### WHAT NEEDS TO BE DONE:
Please print each record below exactly as it is written.

### Saved data entries:
⟨

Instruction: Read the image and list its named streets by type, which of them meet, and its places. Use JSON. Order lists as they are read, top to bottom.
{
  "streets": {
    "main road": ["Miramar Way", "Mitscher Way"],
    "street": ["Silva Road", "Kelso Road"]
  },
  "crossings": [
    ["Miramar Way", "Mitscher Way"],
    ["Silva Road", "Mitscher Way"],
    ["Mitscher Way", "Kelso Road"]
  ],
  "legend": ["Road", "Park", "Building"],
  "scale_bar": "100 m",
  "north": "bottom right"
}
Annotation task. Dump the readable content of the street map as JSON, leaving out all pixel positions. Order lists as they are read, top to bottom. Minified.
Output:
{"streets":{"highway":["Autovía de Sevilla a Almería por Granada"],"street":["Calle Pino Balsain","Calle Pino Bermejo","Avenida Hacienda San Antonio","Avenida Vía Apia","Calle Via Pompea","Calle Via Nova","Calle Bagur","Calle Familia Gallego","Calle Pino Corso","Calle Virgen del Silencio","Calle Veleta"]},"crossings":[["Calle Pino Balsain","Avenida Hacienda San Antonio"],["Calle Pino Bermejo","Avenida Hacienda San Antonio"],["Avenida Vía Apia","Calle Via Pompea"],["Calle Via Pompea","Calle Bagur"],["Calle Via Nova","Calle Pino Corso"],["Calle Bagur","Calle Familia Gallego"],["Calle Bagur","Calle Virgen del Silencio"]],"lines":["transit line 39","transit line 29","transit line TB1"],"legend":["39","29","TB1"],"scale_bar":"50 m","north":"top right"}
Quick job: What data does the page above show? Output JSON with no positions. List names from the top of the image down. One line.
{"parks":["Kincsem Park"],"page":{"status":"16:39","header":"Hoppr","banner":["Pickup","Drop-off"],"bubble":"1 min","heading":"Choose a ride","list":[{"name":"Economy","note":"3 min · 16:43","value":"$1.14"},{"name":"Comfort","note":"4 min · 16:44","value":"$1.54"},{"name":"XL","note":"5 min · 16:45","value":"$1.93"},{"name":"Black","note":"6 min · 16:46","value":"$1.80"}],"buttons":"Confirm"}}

⟩

### TASK SOLUTION:
Instruction: Read the image and list its named streets by type, which of them meet, and its places. Use JSON. Order lists as they are read, top to bottom.
{
  "streets": {
    "main road": ["Miramar Way", "Mitscher Way"],
    "street": ["Silva Road", "Kelso Road"]
  },
  "crossings": [
    ["Miramar Way", "Mitscher Way"],
    ["Silva Road", "Mitscher Way"],
    ["Mitscher Way", "Kelso Road"]
  ],
  "legend": ["Road", "Park", "Building"],
  "scale_bar": "100 m",
  "north": "bottom right"
}
Annotation task. Dump the readable content of the street map as JSON, leaving out all pixel positions. Order lists as they are read, top to bottom. Minified.
Output:
{"streets":{"highway":["Autovía de Sevilla a Almería por Granada"],"street":["Calle Pino Balsain","Calle Pino Bermejo","Avenida Hacienda San Antonio","Avenida Vía Apia","Calle Via Pompea","Calle Via Nova","Calle Bagur","Calle Familia Gallego","Calle Pino Corso","Calle Virgen del Silencio","Calle Veleta"]},"crossings":[["Calle Pino Balsain","Avenida Hacienda San Antonio"],["Calle Pino Bermejo","Avenida Hacienda San Antonio"],["Avenida Vía Apia","Calle Via Pompea"],["Calle Via Pompea","Calle Bagur"],["Calle Via Nova","Calle Pino Corso"],["Calle Bagur","Calle Familia Gallego"],["Calle Bagur","Calle Virgen del Silencio"]],"lines":["transit line 39","transit line 29","transit line TB1"],"legend":["39","29","TB1"],"scale_bar":"50 m","north":"top right"}
Quick job: What data does the page above show? Output JSON with no positions. List names from the top of the image down. One line.
{"parks":["Kincsem Park"],"page":{"status":"16:39","header":"Hoppr","banner":["Pickup","Drop-off"],"bubble":"1 min","heading":"Choose a ride","list":[{"name":"Economy","note":"3 min · 16:43","value":"$1.14"},{"name":"Comfort","note":"4 min · 16:44","value":"$1.54"},{"name":"XL","note":"5 min · 16:45","value":"$1.93"},{"name":"Black","note":"6 min · 16:46","value":"$1.80"}],"buttons":"Confirm"}}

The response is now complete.